• [Work required] Please print the entries exactly, omitting each image.

• [Information given]
§

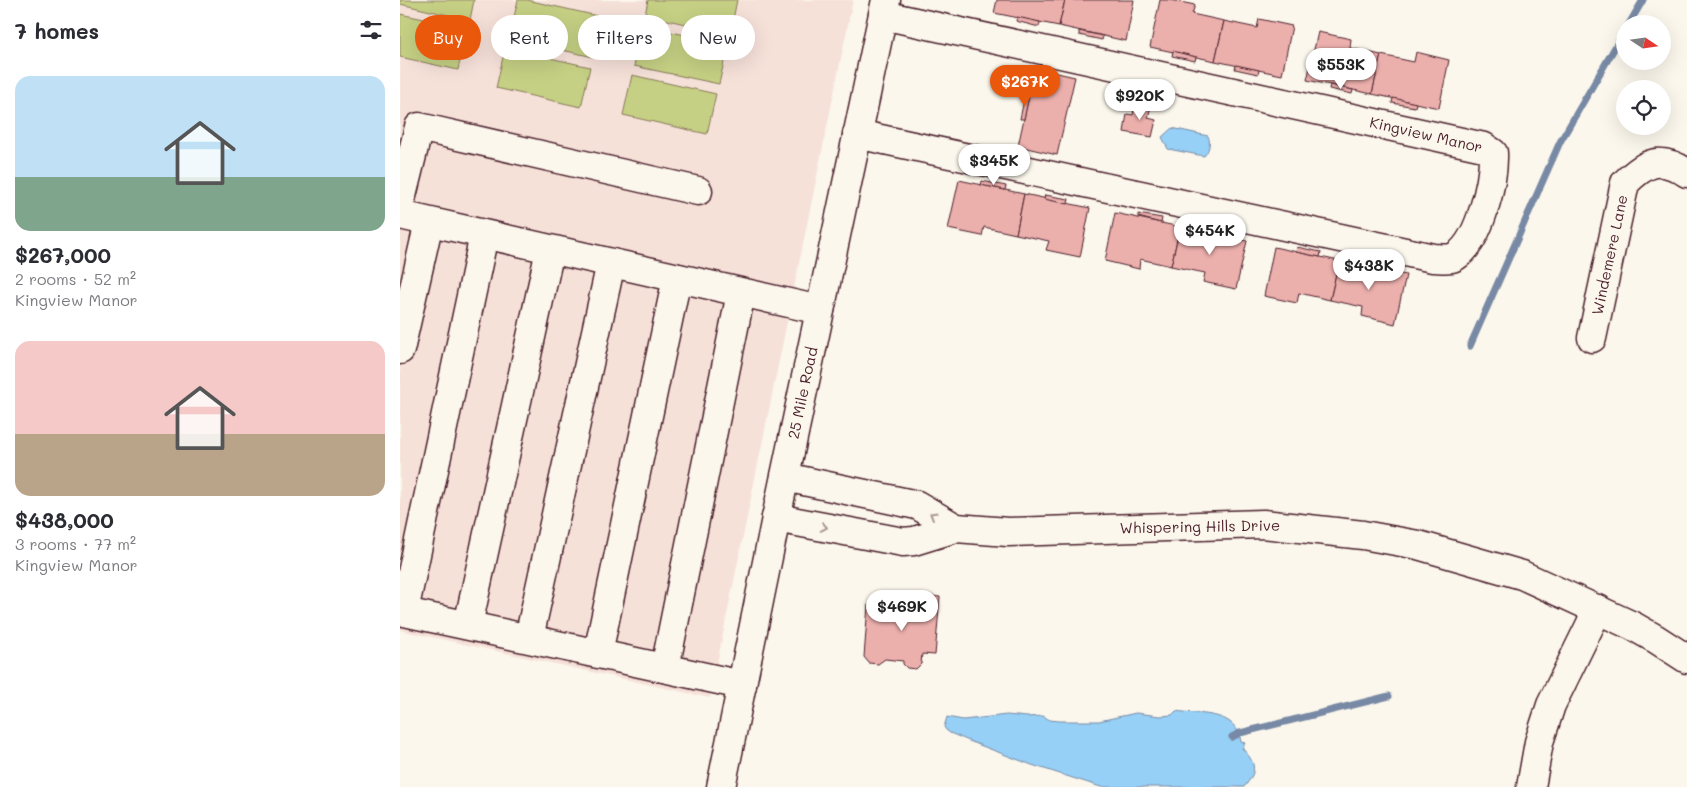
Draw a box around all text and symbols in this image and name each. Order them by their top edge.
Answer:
chip: Buy [415,15,481,60]
chip: Rent [491,15,568,60]
chip: Filters [578,15,671,60]
chip: New [681,15,755,60]
north arrow [1616,15,1671,70]
map controls [1616,15,1671,135]
icon: filters [357,16,385,44]
text: 7 homes [15,17,99,44]
pin: $553K [1306,48,1376,90]
text: $553K [1317,53,1365,74]
pin: $267K [990,64,1060,107]
text: $267K [1001,70,1049,91]
pin: $920K [1105,78,1175,121]
button: locate [1616,80,1671,135]
text: $920K [1115,84,1165,105]
icon: home [155,108,245,198]
street label: Kingview Manor [1368,111,1485,157]
pin: $345K [959,144,1029,186]
text: $345K [969,149,1019,170]
street label: Windemere Lane [1586,193,1632,317]
pin: $454K [1175,214,1245,256]
text: $454K [1185,219,1235,240]
text: $267,000 [15,241,111,268]
pin: $438K [1334,248,1404,291]
text: $438K [1344,254,1394,275]
text: 2 rooms · 52 m² [15,268,136,289]
text: Kingview Manor [15,289,138,310]
street label: 25 Mile Road [783,345,822,441]
icon: home [155,373,245,463]
text: $438,000 [15,506,114,533]
one-way arrow [929,511,938,521]
street label: Whispering Hills Drive [1120,515,1280,537]
one-way arrow [820,521,828,532]
text: 3 rooms · 77 m² [15,533,136,554]
text: Kingview Manor [15,554,138,575]
pin: $469K [867,590,937,632]
text: $469K [877,595,927,616]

§

• [Result]
Draw a box around all text and symbols in this image and name each. Order them by their top edge.
Answer:
chip: Buy [415,15,481,60]
chip: Rent [491,15,568,60]
chip: Filters [578,15,671,60]
chip: New [681,15,755,60]
north arrow [1616,15,1671,70]
map controls [1616,15,1671,135]
icon: filters [357,16,385,44]
text: 7 homes [15,17,99,44]
pin: $553K [1306,48,1376,90]
text: $553K [1317,53,1365,74]
pin: $267K [990,64,1060,107]
text: $267K [1001,70,1049,91]
pin: $920K [1105,78,1175,121]
button: locate [1616,80,1671,135]
text: $920K [1115,84,1165,105]
icon: home [155,108,245,198]
street label: Kingview Manor [1368,111,1485,157]
pin: $345K [959,144,1029,186]
text: $345K [969,149,1019,170]
street label: Windemere Lane [1586,193,1632,317]
pin: $454K [1175,214,1245,256]
text: $454K [1185,219,1235,240]
text: $267,000 [15,241,111,268]
pin: $438K [1334,248,1404,291]
text: $438K [1344,254,1394,275]
text: 2 rooms · 52 m² [15,268,136,289]
text: Kingview Manor [15,289,138,310]
street label: 25 Mile Road [783,345,822,441]
icon: home [155,373,245,463]
text: $438,000 [15,506,114,533]
one-way arrow [929,511,938,521]
street label: Whispering Hills Drive [1120,515,1280,537]
one-way arrow [820,521,828,532]
text: 3 rooms · 77 m² [15,533,136,554]
text: Kingview Manor [15,554,138,575]
pin: $469K [867,590,937,632]
text: $469K [877,595,927,616]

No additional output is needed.